Description: Casado Santapau Gallery presents Submersus, the new exhibition by artist Dagoberto Rodríguez, a project that unfolds as a sustained immersion into the material, symbolic, and temporal depths of the Caribbean marine imaginary. Through a collection of recent works—watercolors, paintings, and sculptures—Rodríguez not only represents the sea but also activates it as a device for thought, as a field of forces where history, memory, and perception converge.

Far from a landscape or descriptive approach, Submersus proposes an experience of decentering. The point of view dissolves, the surface ceases to be a boundary and becomes a threshold. To submerge here implies abandoning the stability of the visible in order to enter a realm of fluctuation, where light does not illuminate but disperses, where form is not fixed but emerges and recedes in continuous movement.
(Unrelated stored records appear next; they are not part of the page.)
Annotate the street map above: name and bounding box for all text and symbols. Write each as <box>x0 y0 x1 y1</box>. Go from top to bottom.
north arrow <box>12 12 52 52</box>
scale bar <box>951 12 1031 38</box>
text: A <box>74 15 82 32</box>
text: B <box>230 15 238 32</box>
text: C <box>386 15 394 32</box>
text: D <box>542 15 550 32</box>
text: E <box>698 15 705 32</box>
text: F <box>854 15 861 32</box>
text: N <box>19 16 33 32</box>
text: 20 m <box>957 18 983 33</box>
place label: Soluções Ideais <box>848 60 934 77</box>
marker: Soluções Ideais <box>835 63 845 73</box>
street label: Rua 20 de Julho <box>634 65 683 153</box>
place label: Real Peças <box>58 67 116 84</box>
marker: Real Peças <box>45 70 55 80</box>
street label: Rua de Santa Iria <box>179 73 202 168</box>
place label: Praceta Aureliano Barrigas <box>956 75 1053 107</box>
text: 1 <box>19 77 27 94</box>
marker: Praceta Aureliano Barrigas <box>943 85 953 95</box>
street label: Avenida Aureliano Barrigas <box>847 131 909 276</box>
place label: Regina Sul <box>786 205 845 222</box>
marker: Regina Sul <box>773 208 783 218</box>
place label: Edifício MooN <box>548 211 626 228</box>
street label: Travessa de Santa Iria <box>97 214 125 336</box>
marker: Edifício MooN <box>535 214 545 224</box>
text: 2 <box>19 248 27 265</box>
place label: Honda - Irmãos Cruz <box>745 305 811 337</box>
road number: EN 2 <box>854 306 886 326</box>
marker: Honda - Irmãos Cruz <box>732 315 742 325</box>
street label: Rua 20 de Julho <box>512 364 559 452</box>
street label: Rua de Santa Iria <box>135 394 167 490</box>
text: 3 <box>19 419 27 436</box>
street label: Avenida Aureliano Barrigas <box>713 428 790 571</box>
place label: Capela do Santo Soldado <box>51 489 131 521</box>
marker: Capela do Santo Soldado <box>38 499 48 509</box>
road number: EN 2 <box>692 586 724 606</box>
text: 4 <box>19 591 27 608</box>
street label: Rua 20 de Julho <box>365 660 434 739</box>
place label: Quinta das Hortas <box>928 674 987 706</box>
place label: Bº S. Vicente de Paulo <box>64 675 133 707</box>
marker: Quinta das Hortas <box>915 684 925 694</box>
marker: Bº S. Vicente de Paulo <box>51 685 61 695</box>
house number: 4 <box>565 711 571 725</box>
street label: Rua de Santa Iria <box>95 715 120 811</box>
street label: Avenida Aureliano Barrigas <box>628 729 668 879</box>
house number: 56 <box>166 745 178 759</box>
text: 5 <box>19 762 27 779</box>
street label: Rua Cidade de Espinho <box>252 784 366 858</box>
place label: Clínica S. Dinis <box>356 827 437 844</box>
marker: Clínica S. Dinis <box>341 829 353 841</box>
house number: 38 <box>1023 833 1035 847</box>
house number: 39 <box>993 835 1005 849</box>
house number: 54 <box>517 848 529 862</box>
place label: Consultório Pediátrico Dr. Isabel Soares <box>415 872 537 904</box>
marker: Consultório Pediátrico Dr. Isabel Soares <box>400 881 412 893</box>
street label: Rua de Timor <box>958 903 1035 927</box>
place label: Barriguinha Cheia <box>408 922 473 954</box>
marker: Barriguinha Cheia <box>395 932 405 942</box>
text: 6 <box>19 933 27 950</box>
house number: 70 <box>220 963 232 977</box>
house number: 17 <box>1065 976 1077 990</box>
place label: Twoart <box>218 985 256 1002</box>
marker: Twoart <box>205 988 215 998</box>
Water is not the bottom, but the medium: a dense space that contains, distorts, and reconfigures everything it passes through.

In this new phase, the artist incorporates a renewed exploration of color and pictorial matter. The oil paintings stand out for their chromatic intensity and meticulous execution, which reinforces the almost sculptural dimension of their surfaces. The watercolors, for their part, offer a more intimate and fluid approach, while the sculptures expand their language into the three-dimensional, maintaining the conceptual coherence of the whole.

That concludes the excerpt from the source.